Des obstacles à lever pour libérer le potentiel de production, afin de renforcer les capacités d’exportation
Outre la dépendance de l’industrie aux importations, l’entrée de nouveaux produits sur le marché égyptien et l’octroi de licences de mise sur le marché des médicaments restent lourdes et de nature à décourager les entreprises. Des avancées régulatoires ont toutefois permis d’alléger ces procédures d’enregistrement. La régulation des prix par la puissance publique peut également s’avérer un frein pour les nouvelles implantations. Le secteur doit encore se diversifier et développer un avantage comparatif pour certains produits spécifiques (médicaments brevetés, biotechnologies, etc.). Le manque d’innovation, de transferts de technologies et les retards en matière de réglementation l’empêchent de se frayer un chemin sur le marché mondial et de s’affirmer comme un fournisseur clé pour les pays occidentaux, dont les normes spécifiques à l’importation sont strictes. Les efforts du gouvernement permettent progressivement de lever certaines de ces barrières, dans le but d’orienter la stratégie commerciale nationale vers l’export et de s’assurer des entrées de devises. Les exportations de produits pharmaceutiques de l’Égypte représentaient 319 M USD en 2022, la majorité de ces échanges se faisant avec le Moyen-Orient, en particulier l’Arabie saoudite et le Yémen.

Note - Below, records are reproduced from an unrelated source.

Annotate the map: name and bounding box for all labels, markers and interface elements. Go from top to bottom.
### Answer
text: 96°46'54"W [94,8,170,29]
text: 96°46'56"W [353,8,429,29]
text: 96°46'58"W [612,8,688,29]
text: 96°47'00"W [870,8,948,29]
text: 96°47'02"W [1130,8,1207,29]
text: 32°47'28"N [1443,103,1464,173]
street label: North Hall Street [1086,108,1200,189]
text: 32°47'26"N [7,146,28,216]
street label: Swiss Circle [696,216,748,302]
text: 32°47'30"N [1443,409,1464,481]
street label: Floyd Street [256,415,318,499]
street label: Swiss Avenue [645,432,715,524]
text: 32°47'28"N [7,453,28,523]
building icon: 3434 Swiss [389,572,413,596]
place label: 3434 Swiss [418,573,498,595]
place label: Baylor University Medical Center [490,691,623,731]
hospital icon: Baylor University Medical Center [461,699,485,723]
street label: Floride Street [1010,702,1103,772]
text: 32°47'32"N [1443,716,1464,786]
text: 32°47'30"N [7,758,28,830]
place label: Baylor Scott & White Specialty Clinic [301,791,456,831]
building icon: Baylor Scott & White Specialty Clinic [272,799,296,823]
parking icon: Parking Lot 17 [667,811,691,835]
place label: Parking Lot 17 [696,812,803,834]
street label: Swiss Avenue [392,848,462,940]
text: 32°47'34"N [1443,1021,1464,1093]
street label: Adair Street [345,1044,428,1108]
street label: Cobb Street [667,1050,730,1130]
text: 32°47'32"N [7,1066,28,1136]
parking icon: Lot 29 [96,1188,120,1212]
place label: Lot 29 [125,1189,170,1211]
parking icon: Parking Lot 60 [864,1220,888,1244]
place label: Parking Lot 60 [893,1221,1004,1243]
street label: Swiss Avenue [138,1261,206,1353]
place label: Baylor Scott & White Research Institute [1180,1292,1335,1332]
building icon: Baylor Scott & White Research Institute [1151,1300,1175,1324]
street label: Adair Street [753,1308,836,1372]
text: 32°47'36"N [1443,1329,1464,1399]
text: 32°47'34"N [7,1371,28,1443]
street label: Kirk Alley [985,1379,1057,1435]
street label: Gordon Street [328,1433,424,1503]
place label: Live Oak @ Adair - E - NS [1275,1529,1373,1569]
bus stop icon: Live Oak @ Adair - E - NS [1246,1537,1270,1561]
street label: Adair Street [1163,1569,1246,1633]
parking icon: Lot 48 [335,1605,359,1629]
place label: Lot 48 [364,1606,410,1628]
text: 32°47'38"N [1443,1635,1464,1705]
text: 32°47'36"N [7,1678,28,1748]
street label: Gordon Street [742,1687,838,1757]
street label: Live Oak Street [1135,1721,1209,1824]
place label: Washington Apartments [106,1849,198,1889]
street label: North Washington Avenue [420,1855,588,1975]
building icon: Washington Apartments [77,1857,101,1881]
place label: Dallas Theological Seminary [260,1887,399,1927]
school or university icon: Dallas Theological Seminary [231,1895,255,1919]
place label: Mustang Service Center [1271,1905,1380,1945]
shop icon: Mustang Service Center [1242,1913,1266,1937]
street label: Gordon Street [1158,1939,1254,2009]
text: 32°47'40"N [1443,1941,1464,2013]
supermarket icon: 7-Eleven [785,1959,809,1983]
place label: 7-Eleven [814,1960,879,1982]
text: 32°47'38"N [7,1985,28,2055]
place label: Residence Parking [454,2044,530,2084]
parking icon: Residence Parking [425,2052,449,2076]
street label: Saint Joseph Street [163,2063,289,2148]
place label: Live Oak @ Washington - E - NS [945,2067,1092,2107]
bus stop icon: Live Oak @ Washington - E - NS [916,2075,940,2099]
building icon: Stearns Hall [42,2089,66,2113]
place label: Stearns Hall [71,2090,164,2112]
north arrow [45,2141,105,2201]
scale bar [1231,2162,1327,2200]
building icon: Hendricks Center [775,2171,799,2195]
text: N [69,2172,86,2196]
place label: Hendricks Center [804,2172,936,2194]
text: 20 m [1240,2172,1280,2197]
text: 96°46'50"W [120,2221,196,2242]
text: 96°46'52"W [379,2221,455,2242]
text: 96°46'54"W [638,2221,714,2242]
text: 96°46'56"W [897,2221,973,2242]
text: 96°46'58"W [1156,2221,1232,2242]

Toutefois, pour pénétrer d’avantage les marchés étrangers et conserver sa position en Arabie saoudite, qui accélère son propre développement, l’Égypte devrait se spécialiser dans la production de médicaments plus complexes. De plus, l’Égypte a pour objectif de s’étendre au reste du continent africain, qui présente non seulement un marché avec de faibles barrières à l’entrée, mais aussi une demande croissante pour des médicaments abordables. Depuis leurs lancements, UPA et EDA mettent en place des accords bilatéraux et multilatéraux pour soutenir cette stratégie. Après l’accord-cadre signé en juillet 2023 entre EDA et SAHPRA (son équivalent sudafricain) pour faciliter la collaboration bilatérale dans le domaine de l’industrie pharmaceutique, UPA a annoncé en octobre 2023 la conclusion d’un partenariat de 24 M USD avec la Zambie pour la fourniture de produits pharmaceutiques.